Look through the listing below, and wherever a line has the string "filterUnits", pull it out.

Data shown START

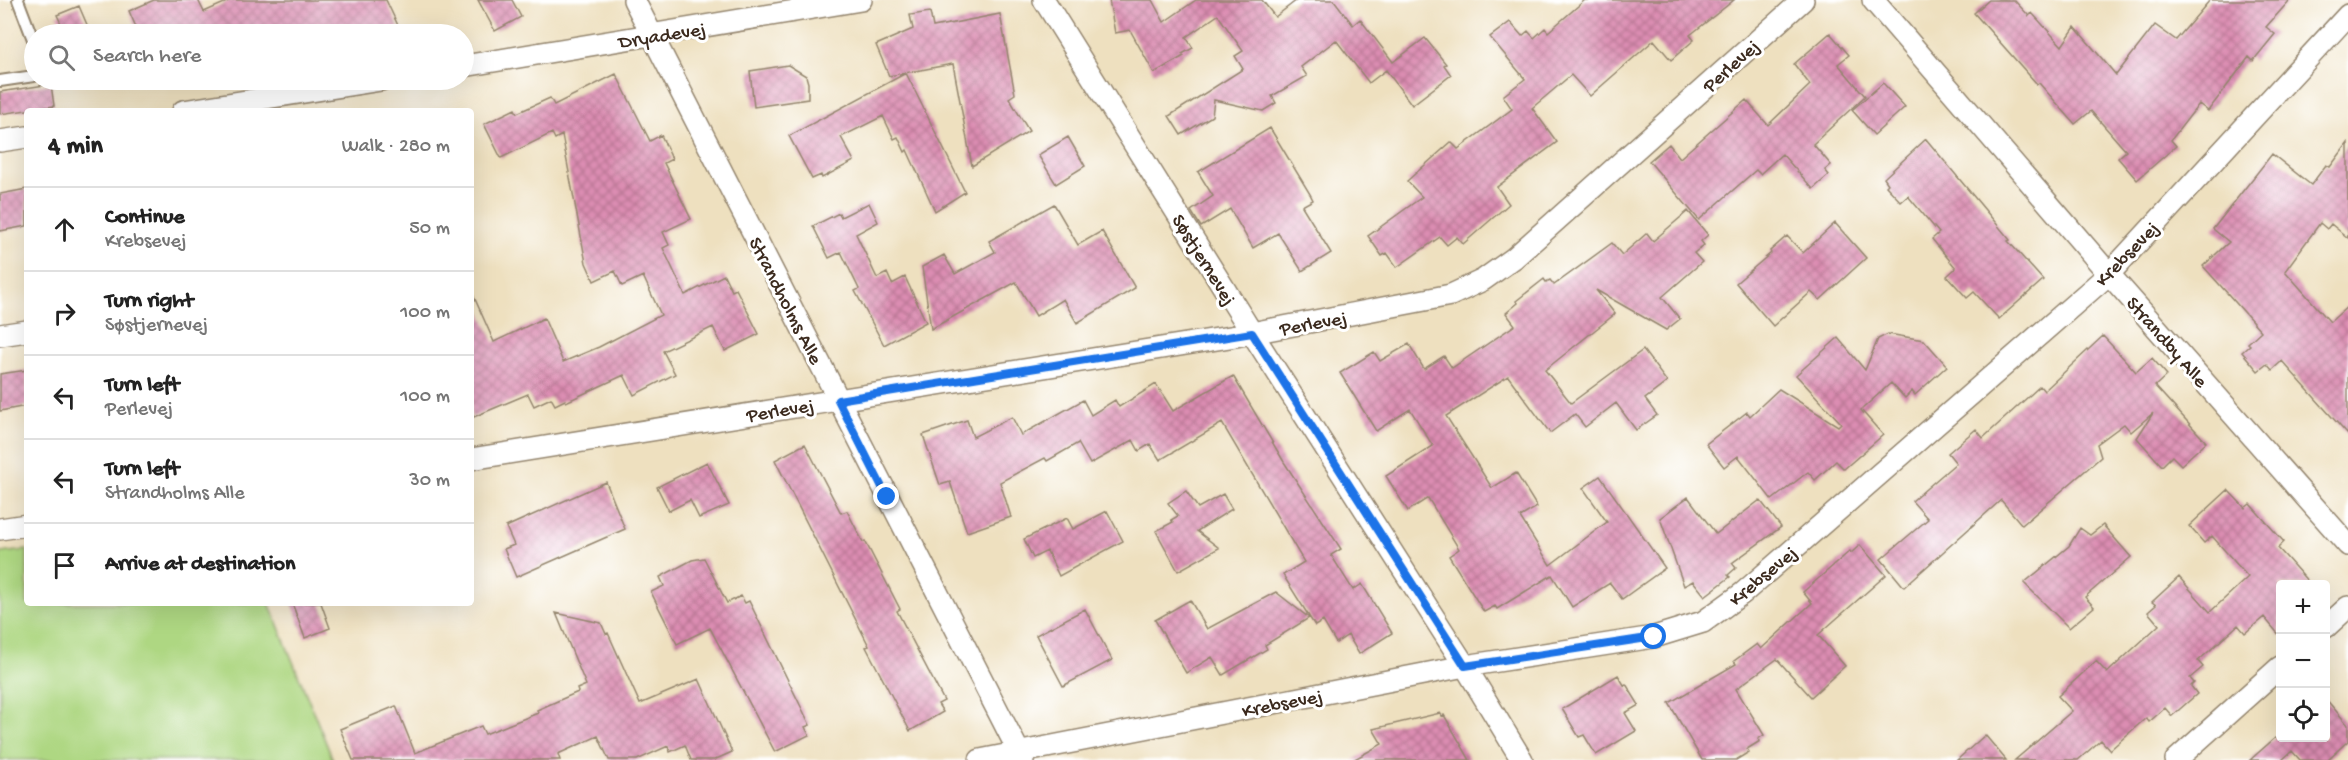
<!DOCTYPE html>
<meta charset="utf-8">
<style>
body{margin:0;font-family:"Gochi Hand",sans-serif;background:#f6f6f6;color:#222}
.controls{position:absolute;right:18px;bottom:18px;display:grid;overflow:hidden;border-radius:6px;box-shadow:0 6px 24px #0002}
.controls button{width:54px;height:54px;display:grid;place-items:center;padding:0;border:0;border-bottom:2px solid #e0e0e0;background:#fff;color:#222;font:30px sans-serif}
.stop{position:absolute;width:18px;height:18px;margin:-14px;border:4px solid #1a73e8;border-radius:50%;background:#fff}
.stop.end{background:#1a73e8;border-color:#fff;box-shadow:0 2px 6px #0008}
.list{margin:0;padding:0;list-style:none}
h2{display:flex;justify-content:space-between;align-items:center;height:78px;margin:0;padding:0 24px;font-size:26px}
h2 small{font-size:20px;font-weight:400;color:#767676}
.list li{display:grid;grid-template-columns:39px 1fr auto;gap:18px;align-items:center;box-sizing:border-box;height:84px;padding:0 24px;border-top:2px solid #e0e0e0}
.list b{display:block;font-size:22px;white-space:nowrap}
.list p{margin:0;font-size:20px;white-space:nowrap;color:#767676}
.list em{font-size:20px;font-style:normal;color:#767676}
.icon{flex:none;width:33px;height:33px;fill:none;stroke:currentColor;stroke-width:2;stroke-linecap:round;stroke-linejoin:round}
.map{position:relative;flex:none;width:2348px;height:760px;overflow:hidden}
.search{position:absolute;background:#fff;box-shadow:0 6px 24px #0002;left:24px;top:24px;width:450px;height:66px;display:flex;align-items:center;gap:15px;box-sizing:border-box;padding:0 21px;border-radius:33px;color:#767676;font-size:22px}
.panel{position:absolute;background:#fff;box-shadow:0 6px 24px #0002;left:24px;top:108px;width:450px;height:498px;border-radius:6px}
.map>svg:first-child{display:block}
.grass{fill:#aed782;stroke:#748050;stroke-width:1.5}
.building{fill:url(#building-cross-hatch)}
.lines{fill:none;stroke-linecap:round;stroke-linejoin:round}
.service-casing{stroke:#94856e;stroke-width:14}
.minor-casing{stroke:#94856e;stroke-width:24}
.service{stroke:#fff;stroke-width:10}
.minor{stroke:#fff;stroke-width:21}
.route{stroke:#1a73e8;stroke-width:8}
.labels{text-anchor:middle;stroke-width:6;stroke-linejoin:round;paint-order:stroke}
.street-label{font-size:20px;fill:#3b2a1e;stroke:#fff}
</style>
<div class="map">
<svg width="2348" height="760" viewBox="0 0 2348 760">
<defs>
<pattern id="building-cross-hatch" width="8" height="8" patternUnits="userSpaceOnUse" patternTransform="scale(1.5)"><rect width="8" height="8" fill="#dc8db2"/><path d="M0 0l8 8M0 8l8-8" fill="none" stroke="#b47390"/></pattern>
</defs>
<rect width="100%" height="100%" fill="#fff"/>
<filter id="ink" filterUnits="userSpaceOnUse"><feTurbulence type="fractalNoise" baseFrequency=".0167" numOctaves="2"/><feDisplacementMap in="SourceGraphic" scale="12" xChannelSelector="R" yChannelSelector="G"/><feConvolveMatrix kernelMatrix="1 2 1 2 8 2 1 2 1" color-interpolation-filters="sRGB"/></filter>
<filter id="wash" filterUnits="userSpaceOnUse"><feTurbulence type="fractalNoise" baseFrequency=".008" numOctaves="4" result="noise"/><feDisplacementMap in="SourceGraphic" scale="24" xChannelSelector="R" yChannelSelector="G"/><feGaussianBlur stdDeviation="1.35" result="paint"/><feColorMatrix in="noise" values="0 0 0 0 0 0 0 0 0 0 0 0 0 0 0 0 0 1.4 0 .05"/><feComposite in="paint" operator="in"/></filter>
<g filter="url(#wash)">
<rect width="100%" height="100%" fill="#eee0bf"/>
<path class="grass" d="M 27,550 L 27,603 L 269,603 L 333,760 L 0,760 L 0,553 Z"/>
<g id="blocks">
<path class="building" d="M 154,0 L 198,0 L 204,12 L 231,0 L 386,0 L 402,34 L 139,34 L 129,11 Z
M 478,0 L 512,0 L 521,17 L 495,31 Z
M 1109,0 L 1152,0 L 1164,22 L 1196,0 L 1262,0 L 1275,17 L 1297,0 L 1334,0 L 1353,25 L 1360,19 L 1393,62 L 1425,38 L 1446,64 L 1444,65 L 1451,75 L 1412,105 L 1386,70 L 1369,83 L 1336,40 L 1301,67 L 1307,76 L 1272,96 L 1276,103 L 1263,111 L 1214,100 L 1212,116 L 1181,135 L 1169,116 L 1243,69 L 1235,56 L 1243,51 L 1218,15 L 1186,37 L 1193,48 L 1182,54 L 1184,56 L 1154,73 L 1130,30 L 1115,33 Z
M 1585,0 L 1734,0 L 1690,35 L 1694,40 L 1671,60 L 1654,40 L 1590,96 L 1571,75 L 1532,108 L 1557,142 L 1497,187 L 1509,204 L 1463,244 L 1457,237 L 1447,245 L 1440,237 L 1397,267 L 1387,253 L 1382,256 L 1368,236 L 1422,197 L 1407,181 L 1451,142 L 1458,149 L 1512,109 L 1503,96 L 1525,79 L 1490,37 L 1510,22 L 1522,36 L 1528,31 L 1534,38 L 1545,28 L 1548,32 Z
M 1989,0 L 2014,0 L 2029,16 L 2032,13 L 2062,46 L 2075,27 L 2116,75 L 2155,25 L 2176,40 L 2210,0 L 2290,0 L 2266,27 L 2275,34 L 2253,61 L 2249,57 L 2208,111 L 2199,104 L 2171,140 L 2176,146 L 2137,180 L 2118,158 L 2126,151 L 2091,111 L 2075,124 L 2039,83 L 2037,84 L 1974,13 Z
M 79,6 L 91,34 L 66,34 L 57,15 Z
M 930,12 L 933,27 L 1000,14 L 1015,94 L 1009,98 L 1029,131 L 972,166 L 953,64 L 889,76 L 876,45 L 913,29 L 910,15 Z
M 1830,33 L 1849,55 L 1838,64 L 1865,96 L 1813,144 L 1831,165 L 1825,170 L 1829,175 L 1813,189 L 1782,154 L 1760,174 L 1756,170 L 1699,220 L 1649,161 L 1669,144 L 1680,158 L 1746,100 L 1768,125 L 1810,85 L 1794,64 Z
M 788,65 L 806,76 L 808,83 L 808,99 L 754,107 L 750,71 Z
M 906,73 L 965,192 L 935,211 L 907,150 L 905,152 L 898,137 L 894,139 L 883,116 L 841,137 L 854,161 L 822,178 L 821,175 L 812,179 L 789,136 Z
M 616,74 L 650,141 L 661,135 L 672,159 L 664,163 L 691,219 L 663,232 L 669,245 L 663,248 L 685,295 L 724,275 L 732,291 L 736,289 L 759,334 L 725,351 L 713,327 L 663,351 L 675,374 L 634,395 L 624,375 L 566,402 L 565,400 L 555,405 L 551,398 L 534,406 L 528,394 L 471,418 L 471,290 L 494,342 L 544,318 L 563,362 L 599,347 L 661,315 L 643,276 L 622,286 L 615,271 L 594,281 L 586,263 L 562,135 L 555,139 L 552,133 L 501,158 L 484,124 L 515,109 L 517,113 L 550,98 L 554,105 Z
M 1883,83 L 1905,107 L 1874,135 L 1852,110 Z
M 51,84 L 54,106 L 0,114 L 0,92 Z
M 1270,128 L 1310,194 L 1313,200 L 1302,206 L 1331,253 L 1302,271 L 1278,233 L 1253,248 L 1230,209 L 1201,227 L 1191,211 L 1213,196 L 1198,172 Z
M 1068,137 L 1085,166 L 1056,184 L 1038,155 Z
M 1926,139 L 2010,240 L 2008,241 L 2043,280 L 1999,319 L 1974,292 L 1967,298 L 1947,276 L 1956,268 L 1932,239 L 1939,233 L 1908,196 L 1901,202 L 1886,186 L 1888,184 L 1884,178 Z
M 2348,143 L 2348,238 L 2331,224 L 2327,229 L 2320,223 L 2285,271 L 2330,322 L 2348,306 L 2348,435 L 2282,361 L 2272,370 L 2267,364 L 2258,371 L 2242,352 L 2250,345 L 2248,343 L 2261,331 L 2203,266 L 2229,242 L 2213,229 L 2272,154 L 2311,185 L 2326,165 L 2330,167 Z
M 27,189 L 27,226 L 0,231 L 0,194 Z
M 869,203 L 878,222 L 856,234 L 877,278 L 887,273 L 892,284 L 905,277 L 926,322 L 884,345 L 855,291 L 859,289 L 841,252 L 829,258 L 813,226 L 839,213 L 841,217 Z
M 1054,204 L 1078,245 L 1102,231 L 1135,288 L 1077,323 L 1063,299 L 1036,316 L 1016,282 L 931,329 L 922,267 L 944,255 L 955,274 L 995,252 L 989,241 Z
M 1688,211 L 1708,235 L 1701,241 L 1704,245 L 1694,253 L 1702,262 L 1662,297 L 1680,319 L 1666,330 L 1596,290 L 1615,314 L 1545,370 L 1571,403 L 1643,350 L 1667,382 L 1645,399 L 1657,415 L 1636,430 L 1616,403 L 1585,427 L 1575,414 L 1550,433 L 1508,376 L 1446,416 L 1492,488 L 1516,473 L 1537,507 L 1520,517 L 1550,565 L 1607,522 L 1583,488 L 1600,476 L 1665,568 L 1622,599 L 1610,583 L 1572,607 L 1552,575 L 1497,609 L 1495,606 L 1484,612 L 1449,556 L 1459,549 L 1428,498 L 1408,511 L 1386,476 L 1433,446 L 1410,409 L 1376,431 L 1340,373 L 1374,352 L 1380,361 L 1409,344 L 1424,369 L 1444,356 L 1452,368 L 1515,325 L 1506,313 L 1518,303 L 1516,301 L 1544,279 L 1546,282 L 1550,280 L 1554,285 L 1612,243 L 1622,255 L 1647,233 L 1653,241 Z
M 1835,223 L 1866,258 L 1820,300 L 1811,292 L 1773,326 L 1736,283 L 1771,253 L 1770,251 L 1787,236 L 1803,253 Z
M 1888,334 L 1924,340 L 1947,366 L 1915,395 L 1912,391 L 1905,398 L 1891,383 L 1861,410 L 1883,435 L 1844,469 L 1836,461 L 1815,480 L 1808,472 L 1772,500 L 1738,456 L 1724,467 L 1706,444 L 1747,412 L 1750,416 L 1779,389 L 1838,426 L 1841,423 L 1796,375 L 1838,338 L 1865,370 L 1878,339 Z
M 2103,336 L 2136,372 L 2152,358 L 2167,375 L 2155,386 L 2206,442 L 2181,465 L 2172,456 L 2162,466 L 2137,438 L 2153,413 L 2131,432 L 2124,424 L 2097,444 L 2101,457 L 2022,525 L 2001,500 L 1904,587 L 1881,559 L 1928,519 L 1912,501 L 1956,463 L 1948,453 L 1976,429 L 1983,438 L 2040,386 L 2044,391 Z
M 27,370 L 27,406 L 0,411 L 0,374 Z
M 1233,376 L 1284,462 L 1341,549 L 1331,555 L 1353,590 L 1362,584 L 1392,633 L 1359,654 L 1348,635 L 1336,643 L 1323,621 L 1315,626 L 1283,575 L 1304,562 L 1222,423 L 1160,460 L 1150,444 L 1139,451 L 1133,440 L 1090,464 L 1078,443 L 1047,461 L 1045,458 L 1000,482 L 1011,517 L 967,532 L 950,482 L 940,485 L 923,435 L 967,420 L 973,437 L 1012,417 L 1021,435 L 1083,400 L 1091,415 L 1115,400 L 1119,407 L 1156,384 L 1173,411 Z
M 805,444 L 841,513 L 847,511 L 863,542 L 865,541 L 900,609 L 897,611 L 944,701 L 938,704 L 943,712 L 910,731 L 866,647 L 869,646 L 775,460 Z
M 707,462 L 729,505 L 699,518 L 690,500 L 669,511 L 657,487 Z
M 606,482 L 625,529 L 516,577 L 504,549 L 514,545 L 506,527 Z
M 2228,490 L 2245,508 L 2250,504 L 2284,542 L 2278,548 L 2311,585 L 2280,585 L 2280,636 L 2264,617 L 2245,633 L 2238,625 L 2198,661 L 2203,667 L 2190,678 L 2194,683 L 2191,686 L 2197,694 L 2172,716 L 2165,708 L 2149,722 L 2146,718 L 2110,750 L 2101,740 L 2078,760 L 2015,760 L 2072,711 L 2058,696 L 2096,661 L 2107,673 L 2159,625 L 2148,612 L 2156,605 L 2152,602 L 2179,577 L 2210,612 L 2248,577 L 2212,536 L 2204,543 L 2189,526 Z
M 1186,491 L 1198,508 L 1223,494 L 1232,509 L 1197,531 L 1219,548 L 1178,571 L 1156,531 L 1173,522 L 1171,520 L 1178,516 L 1168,503 Z
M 1688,497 L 1716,534 L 1760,500 L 1781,527 L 1732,563 L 1736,568 L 1728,575 L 1730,577 L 1705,596 L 1693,581 L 1684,586 L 1660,518 Z
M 1107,511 L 1123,541 L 1059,576 L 1047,551 L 1033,558 L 1024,539 L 1067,518 L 1073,529 Z
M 2103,525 L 2131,557 L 2085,597 L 2094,607 L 2069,628 L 2024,583 L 2069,546 L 2080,528 L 2090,535 Z
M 1860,545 L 1886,575 L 1818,635 L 1845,666 L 1811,697 L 1777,659 L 1736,689 L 1764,735 L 1758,739 L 1760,741 L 1747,749 L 1749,752 L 1736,760 L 1702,760 L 1669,703 L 1736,664 L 1734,661 L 1757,644 L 1761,649 L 1812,603 L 1803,592 L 1850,551 L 1851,553 Z
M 704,558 L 727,603 L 741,596 L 745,603 L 749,601 L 810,725 L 805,727 L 809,735 L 775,752 L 710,628 L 677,644 L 651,592 L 664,586 L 660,577 L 692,560 Z
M 1276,592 L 1309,618 L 1265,645 L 1267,649 L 1223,675 L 1212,657 L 1186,673 L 1155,620 L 1190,600 L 1207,629 Z
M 292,603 L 321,603 L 330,628 L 305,638 Z
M 1085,609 L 1112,660 L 1063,686 L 1036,635 Z
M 556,613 L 601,623 L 606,634 L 608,633 L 640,704 L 699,679 L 732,752 L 714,760 L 691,760 L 685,745 L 670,752 L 668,746 L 637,760 L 609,760 L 598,736 L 558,754 L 560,760 L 353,760 L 340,729 L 396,706 L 415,753 L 481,726 L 485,734 L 538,713 L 537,710 L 578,692 L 577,689 L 586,685 Z
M 1618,675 L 1624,685 L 1626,684 L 1639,705 L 1625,713 L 1636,731 L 1596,755 L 1584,735 L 1579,737 L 1562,709 Z
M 2325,698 L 2348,725 L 2348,741 L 2327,760 L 2300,760 L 2292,751 L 2282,760 L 2250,760 L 2275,738 L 2325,738 Z
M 1440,713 L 1442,716 L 1444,715 L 1470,760 L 1353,760 L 1382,744 L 1373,729 Z
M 1985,735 L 2006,760 L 1957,760 Z"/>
</g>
</g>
<g filter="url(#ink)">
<use href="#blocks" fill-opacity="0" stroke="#94856e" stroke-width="1.5"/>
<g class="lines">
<g class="service-casing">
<path id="service" d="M 18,0 L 34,42
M 0,81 L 34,76"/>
</g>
<g class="minor-casing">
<path id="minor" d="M 634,0 L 1023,760
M 1044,0 L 1252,333 L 1465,666 L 1522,760
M 1873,0 L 2109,274 L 2348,545
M 464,66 L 861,0
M 183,111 L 381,80
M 0,141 L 27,137
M 0,335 L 27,331
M 471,459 L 1236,336 L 1451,295 L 1483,280 L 1514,258 L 1803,0
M 0,529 L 27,525
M 2326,627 L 2348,607
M 980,760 L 1465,666 L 1654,637 L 1703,622 L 1743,593 L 2109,274 L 2348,15
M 2176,760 L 2280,667"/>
</g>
<use href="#service" class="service"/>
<use href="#minor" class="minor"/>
</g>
</g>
<g class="lines" filter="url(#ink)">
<path class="route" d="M 887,497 L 838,400 L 1252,333 L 1465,666 L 1654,637"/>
</g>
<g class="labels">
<g class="street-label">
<text transform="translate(662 34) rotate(-9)" y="7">Dryadevej</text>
<text transform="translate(1730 65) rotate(-42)" y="7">Perlevej</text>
<text transform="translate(2126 253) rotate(-46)" y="7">Krebsevej</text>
<text transform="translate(1205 259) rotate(58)" y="7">Søstjernevej</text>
<text transform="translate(787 300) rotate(63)" y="7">Strandholms Alle</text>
<text transform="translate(1313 322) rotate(-10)" y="7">Perlevej</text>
<text transform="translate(2168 341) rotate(49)" y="7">Strandby Alle</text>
<text transform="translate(780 409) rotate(-9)" y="7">Perlevej</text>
<text transform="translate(1762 575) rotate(-40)" y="7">Krebsevej</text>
<text transform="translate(1282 702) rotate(-11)" y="7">Krebsevej</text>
</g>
</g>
</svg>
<div class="controls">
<button>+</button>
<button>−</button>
<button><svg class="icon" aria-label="locate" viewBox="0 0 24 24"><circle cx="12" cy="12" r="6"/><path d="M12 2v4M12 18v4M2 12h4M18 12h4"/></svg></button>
</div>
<div class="stop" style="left:1654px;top:637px"></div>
<div class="stop end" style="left:887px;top:497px"></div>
<div class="search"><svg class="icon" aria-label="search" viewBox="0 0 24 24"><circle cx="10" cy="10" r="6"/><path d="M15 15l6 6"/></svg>Search here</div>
<section class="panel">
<h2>4 min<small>Walk · 280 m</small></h2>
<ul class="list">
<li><svg class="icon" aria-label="ahead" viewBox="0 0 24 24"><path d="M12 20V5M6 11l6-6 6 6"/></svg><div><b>Continue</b><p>Krebsevej</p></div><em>50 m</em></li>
<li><svg class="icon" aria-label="right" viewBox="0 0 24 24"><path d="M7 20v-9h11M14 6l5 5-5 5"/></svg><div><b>Turn right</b><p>Søstjernevej</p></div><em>100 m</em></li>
<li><svg class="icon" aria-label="left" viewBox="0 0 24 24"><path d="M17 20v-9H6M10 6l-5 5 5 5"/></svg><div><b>Turn left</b><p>Perlevej</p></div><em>100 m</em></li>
<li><svg class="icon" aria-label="left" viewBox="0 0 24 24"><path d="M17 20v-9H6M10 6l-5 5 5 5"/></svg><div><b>Turn left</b><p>Strandholms Alle</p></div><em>30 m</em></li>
<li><svg class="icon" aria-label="arrive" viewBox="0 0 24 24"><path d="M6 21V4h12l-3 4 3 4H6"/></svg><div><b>Arrive at destination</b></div></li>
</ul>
</section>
</div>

Data shown END

Response area:
<filter id="ink" filterUnits="userSpaceOnUse"><feTurbulence type="fractalNoise" baseFrequency=".0167" numOctaves="2"/><feDisplacementMap in="SourceGraphic" scale="12" xChannelSelector="R" yChannelSelector="G"/><feConvolveMatrix kernelMatrix="1 2 1 2 8 2 1 2 1" color-interpolation-filters="sRGB"/></filter>
<filter id="wash" filterUnits="userSpaceOnUse"><feTurbulence type="fractalNoise" baseFrequency=".008" numOctaves="4" result="noise"/><feDisplacementMap in="SourceGraphic" scale="24" xChannelSelector="R" yChannelSelector="G"/><feGaussianBlur stdDeviation="1.35" result="paint"/><feColorMatrix in="noise" values="0 0 0 0 0 0 0 0 0 0 0 0 0 0 0 0 0 1.4 0 .05"/><feComposite in="paint" operator="in"/></filter>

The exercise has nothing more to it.